Kat fought back the urge to go to her mother and find comfort in her arms. God, she was tired. They’d never fought this way before, never been so far removed from each other. Even after Kat’s father had died and Eva had fallen into herself, there were still moments of affection and hope. A part of Kat’s heart wanted there to be a resolution to the bullshit separating them now, but she knew that wasn’t going to happen. Too much had been said. There was no bridge big enough to cross the divide gaping between them.

“Until you accept that Carter is going to be in my life, I can’t do that, Mom.”

Without waiting for Eva to respond, Kat hurried back up the stairway, needing to get back to Carter, to have him tell her everything would be all right. She needed him around her, needed his scent in her nose and his skin under her hands. She needed his lips on her mouth and his voice in her ear.

The hallway to reach him suddenly seemed a mile long. She rubbed at a dead ache settling above her heart and pushed the bedroom door open, pausing in the doorway, holding her breath.

Empty.

She called his name.

“Katherine, please,” her mother continued from the hallway, having followed her up the stairs.

But Kat didn’t respond. Hastily, she stormed into the en suite.

Empty.

With her heart slamming into her ribs, she dashed back into the bedroom, calling his name.

His bag was gone.

She pushed past her mother, who was still muttering words such as “amends” and “love,” and threw herself down the steps, running in a full sprint to the back door.

Cigarette. He’s having a cigarette. He promised.

“Carter?” The back door flew open, showing only a thick layer of snow across the vast gardens.

Empty.

“Kat?”

Kat spun around, almost collapsing in on herself when she saw her grandmother’s soft, concerned face. “Nana, where is he?”

She shook her head in bewilderment. “I don’t know, sweetheart.
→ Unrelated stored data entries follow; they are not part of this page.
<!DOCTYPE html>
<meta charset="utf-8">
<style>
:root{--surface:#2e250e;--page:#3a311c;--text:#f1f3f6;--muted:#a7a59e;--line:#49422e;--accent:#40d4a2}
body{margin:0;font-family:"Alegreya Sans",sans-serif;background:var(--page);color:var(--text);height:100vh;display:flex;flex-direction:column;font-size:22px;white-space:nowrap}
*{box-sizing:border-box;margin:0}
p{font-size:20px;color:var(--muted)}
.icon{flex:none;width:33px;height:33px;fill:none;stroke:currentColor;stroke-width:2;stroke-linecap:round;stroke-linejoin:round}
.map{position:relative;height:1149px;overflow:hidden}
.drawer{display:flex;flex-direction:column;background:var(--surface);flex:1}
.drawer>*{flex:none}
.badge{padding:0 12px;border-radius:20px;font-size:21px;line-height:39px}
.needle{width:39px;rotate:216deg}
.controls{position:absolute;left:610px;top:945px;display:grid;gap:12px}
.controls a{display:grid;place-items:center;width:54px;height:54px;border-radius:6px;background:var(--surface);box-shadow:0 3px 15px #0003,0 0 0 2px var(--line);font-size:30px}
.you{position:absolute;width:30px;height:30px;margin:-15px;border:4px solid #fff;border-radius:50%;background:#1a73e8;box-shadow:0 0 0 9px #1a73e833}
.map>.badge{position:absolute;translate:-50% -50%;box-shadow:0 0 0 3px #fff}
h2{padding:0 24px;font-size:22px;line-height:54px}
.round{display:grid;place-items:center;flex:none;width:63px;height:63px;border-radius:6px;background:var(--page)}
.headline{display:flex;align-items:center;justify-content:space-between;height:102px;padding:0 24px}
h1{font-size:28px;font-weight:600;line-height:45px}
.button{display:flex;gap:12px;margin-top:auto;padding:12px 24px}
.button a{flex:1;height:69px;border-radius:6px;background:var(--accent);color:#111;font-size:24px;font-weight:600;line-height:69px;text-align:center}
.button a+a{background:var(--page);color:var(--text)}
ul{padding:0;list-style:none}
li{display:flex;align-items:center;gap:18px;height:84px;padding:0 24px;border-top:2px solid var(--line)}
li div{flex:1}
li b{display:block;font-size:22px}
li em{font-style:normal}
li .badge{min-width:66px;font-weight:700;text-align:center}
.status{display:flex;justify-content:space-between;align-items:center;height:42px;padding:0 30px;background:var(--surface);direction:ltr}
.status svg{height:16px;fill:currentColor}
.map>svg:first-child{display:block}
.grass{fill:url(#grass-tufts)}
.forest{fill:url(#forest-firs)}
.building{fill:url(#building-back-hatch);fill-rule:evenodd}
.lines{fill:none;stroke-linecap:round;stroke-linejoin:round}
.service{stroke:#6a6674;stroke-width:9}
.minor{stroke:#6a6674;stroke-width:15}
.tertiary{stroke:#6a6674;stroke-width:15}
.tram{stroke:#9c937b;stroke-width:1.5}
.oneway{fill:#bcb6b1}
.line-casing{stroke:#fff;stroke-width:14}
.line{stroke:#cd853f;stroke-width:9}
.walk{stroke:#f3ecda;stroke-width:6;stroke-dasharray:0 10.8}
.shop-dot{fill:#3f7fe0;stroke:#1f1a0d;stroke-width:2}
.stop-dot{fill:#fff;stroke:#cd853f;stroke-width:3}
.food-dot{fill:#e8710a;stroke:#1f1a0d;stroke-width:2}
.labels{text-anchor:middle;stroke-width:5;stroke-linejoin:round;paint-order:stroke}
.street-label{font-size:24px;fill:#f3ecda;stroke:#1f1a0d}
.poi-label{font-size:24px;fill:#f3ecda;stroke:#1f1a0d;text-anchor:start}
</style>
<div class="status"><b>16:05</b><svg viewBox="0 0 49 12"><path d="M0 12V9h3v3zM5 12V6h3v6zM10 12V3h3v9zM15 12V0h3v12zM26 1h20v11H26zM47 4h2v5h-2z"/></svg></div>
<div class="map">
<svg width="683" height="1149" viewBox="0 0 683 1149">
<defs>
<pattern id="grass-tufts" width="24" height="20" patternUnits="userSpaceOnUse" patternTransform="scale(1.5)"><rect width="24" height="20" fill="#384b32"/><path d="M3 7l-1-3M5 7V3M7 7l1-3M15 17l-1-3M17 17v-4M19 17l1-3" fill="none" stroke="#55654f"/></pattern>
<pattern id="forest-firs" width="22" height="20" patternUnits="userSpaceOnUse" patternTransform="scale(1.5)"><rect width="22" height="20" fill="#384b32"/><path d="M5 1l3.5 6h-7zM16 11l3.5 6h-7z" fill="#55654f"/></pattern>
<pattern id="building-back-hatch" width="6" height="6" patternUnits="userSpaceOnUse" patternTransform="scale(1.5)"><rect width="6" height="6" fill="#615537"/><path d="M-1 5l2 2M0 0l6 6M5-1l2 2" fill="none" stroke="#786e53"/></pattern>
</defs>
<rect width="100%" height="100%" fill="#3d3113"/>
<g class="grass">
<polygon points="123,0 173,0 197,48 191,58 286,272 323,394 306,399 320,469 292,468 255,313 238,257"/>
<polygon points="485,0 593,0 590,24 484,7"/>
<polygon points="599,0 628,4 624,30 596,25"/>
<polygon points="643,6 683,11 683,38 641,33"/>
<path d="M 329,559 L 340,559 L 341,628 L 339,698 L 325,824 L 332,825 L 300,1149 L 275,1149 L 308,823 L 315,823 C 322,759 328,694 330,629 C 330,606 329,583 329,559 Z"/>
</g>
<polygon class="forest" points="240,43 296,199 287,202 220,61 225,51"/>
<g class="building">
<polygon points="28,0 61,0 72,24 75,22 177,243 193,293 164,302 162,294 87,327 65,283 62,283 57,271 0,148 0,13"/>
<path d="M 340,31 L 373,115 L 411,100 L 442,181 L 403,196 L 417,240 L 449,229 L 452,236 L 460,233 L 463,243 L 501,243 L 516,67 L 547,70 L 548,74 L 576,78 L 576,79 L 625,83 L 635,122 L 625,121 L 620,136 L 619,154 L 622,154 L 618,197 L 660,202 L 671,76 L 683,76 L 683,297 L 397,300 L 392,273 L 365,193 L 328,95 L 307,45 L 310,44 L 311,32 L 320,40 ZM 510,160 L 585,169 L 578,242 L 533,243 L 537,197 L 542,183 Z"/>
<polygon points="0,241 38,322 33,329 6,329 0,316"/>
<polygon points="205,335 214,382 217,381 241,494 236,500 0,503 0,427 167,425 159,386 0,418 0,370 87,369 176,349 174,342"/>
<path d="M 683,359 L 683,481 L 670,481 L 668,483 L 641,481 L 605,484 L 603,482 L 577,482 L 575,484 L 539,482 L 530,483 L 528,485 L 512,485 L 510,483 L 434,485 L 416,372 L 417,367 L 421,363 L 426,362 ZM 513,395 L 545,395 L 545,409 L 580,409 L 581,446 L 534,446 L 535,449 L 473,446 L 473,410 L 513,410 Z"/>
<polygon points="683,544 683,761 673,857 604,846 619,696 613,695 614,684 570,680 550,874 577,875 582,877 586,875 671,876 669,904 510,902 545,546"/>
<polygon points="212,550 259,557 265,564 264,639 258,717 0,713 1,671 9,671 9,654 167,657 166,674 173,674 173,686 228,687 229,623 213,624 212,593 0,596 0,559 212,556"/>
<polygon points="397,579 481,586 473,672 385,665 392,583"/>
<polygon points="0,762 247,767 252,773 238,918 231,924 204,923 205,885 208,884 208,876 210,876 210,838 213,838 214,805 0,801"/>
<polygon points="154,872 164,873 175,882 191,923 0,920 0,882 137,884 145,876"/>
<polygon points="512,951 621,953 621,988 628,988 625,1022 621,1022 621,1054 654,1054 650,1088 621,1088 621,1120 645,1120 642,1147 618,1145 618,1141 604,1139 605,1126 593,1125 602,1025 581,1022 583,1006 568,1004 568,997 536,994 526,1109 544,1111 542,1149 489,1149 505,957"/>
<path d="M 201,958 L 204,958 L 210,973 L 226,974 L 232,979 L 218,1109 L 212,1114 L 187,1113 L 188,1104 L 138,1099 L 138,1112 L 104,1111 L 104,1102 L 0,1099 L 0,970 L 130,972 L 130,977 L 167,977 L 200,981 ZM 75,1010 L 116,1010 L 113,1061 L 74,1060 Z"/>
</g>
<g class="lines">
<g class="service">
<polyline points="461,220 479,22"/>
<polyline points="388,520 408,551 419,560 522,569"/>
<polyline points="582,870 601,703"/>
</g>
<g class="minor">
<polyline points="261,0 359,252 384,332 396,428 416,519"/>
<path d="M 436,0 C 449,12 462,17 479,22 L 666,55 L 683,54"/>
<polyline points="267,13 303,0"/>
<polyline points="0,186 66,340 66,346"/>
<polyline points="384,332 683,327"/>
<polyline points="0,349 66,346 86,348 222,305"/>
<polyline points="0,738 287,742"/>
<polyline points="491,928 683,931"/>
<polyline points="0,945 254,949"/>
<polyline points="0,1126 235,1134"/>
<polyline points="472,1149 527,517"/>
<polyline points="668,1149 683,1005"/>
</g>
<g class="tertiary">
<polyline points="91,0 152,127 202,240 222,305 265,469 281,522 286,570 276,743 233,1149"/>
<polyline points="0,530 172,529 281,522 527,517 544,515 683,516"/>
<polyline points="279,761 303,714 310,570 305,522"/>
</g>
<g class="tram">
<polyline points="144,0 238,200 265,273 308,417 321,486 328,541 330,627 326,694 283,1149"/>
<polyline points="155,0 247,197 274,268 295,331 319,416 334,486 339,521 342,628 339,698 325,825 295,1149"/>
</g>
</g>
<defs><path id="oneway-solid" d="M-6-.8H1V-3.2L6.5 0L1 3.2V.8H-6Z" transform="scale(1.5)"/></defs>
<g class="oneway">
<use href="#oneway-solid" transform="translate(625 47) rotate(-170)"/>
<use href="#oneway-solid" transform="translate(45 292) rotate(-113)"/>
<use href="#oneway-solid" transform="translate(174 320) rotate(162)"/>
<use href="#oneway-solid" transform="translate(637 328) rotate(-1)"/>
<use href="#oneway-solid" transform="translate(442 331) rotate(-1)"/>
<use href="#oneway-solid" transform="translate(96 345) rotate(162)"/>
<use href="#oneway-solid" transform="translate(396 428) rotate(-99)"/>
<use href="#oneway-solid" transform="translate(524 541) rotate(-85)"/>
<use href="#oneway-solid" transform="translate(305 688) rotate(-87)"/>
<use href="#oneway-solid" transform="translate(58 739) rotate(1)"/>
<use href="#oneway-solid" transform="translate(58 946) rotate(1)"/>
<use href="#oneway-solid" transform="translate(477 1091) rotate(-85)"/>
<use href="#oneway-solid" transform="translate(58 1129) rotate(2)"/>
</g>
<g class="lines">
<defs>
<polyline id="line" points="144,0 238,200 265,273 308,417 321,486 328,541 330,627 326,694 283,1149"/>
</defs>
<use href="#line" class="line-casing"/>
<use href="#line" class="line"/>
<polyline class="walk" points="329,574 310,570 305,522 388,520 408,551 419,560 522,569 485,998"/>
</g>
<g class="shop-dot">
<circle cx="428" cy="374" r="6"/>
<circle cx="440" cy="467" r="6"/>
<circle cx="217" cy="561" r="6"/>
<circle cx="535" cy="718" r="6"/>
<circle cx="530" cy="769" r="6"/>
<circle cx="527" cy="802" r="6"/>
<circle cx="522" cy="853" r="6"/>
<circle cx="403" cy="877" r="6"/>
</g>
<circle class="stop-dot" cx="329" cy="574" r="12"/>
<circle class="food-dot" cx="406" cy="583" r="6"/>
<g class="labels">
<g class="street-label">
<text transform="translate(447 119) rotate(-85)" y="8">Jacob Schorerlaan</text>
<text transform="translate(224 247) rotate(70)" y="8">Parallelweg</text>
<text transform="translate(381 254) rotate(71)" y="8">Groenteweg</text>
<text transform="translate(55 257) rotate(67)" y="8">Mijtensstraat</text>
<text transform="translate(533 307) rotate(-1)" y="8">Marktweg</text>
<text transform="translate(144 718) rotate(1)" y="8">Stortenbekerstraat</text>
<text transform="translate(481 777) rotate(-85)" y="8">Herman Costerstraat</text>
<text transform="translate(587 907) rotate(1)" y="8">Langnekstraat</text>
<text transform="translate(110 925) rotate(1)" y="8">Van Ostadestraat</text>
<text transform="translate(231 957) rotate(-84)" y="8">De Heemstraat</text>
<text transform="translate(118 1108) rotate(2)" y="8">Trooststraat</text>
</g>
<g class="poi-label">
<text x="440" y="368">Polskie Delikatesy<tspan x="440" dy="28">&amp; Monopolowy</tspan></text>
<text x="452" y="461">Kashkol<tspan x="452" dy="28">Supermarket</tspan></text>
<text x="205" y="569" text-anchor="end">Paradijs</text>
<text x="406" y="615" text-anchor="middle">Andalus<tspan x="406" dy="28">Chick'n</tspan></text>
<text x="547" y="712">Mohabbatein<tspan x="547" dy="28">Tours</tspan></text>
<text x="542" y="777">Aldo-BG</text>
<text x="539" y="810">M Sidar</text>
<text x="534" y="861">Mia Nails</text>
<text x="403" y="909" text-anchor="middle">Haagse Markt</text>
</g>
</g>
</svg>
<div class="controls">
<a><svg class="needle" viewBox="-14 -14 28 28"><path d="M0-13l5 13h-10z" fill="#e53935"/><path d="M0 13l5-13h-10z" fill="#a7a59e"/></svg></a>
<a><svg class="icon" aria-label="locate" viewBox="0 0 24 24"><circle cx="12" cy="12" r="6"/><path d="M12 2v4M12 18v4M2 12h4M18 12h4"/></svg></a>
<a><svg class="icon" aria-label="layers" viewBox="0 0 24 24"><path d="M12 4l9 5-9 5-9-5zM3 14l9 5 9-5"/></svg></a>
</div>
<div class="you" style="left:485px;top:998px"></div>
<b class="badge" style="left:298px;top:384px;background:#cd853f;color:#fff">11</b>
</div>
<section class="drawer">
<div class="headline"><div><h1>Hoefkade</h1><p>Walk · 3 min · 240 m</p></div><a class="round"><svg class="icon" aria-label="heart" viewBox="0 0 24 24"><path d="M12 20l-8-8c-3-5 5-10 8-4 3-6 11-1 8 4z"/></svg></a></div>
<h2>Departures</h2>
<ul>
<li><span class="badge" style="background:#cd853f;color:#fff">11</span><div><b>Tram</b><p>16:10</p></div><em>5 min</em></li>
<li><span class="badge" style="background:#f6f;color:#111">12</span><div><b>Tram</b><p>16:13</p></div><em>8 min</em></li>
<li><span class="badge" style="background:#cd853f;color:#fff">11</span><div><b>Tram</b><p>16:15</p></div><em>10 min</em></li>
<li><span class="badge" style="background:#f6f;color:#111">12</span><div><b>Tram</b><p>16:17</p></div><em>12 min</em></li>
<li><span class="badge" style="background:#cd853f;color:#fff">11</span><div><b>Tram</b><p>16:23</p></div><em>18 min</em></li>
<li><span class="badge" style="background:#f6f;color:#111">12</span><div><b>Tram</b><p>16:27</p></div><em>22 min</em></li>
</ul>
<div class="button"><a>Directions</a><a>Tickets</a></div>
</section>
I thought he was in your room.”

“No. He isn’t there.” Kat gasped. “He promised me, Nana.”

Kat grappled for her cell phone from her pocket and burst out of the kitchen toward the front door.

“Please pick up,” she whimpered before the voice mail kicked in.

Her panic reached epic proportions when she threw open the front door to find only more cold stillness. Her breath erupted from her mouth in large gray plumes against the frigid air, while her gaze desperately sought Carter’s tall, broad form against the white.

Yet, looking through eyes releasing frightened, angry tears, all Kat could see was a single set of large footprints leading down the driveway, away from the house.

Away from her.

* * *

The screen of Kat’s cell phone lit the entire room as she pressed redial once again.

Voice mail.

She blinked heavy lids over weary, wet eyes.

She’d heard nothing from Carter for twelve hours. Not a text message and no phone call. Silence.

Her head throbbed, her heart was shattered, and her body was exhausted with worry. Every part of her body ached. The hollowness was paradoxically overwhelming.

Still, after many tears cried and hundreds of steps paced, she knew she didn’t blame Carter for any of it. How could she? She couldn’t blame him for finding a way out, an escape route. It had taken six hours, repeated hysterical calls, and numerous texts to him for her to recognize that. But she had.

Carter may have come across as impenetrable, unemotional, and indifferent, but Kat knew he was anything but. He was hopelessly open and fragile.

If anything, Kat was at fault for placing him in a situation in which he was clearly uncomfortable. She should have listened to her instincts and read the anxiety in Carter’s eyes. She’d wanted to show him he was enough, prove to herself that she could help him, that she was strong enough to support him.

She had been so selfish.

Yes, he had promised, Nana Boo said when Kat had laid her head in her lap. Yes, she had trusted him to mean it, but the truth was he hadn’t. He’d said it because she’d made him. He knew she’d needed it, and he’d given it to her. She wouldn’t have spoken to her mother if he hadn’t, and, in many ways, Kat was glad she had.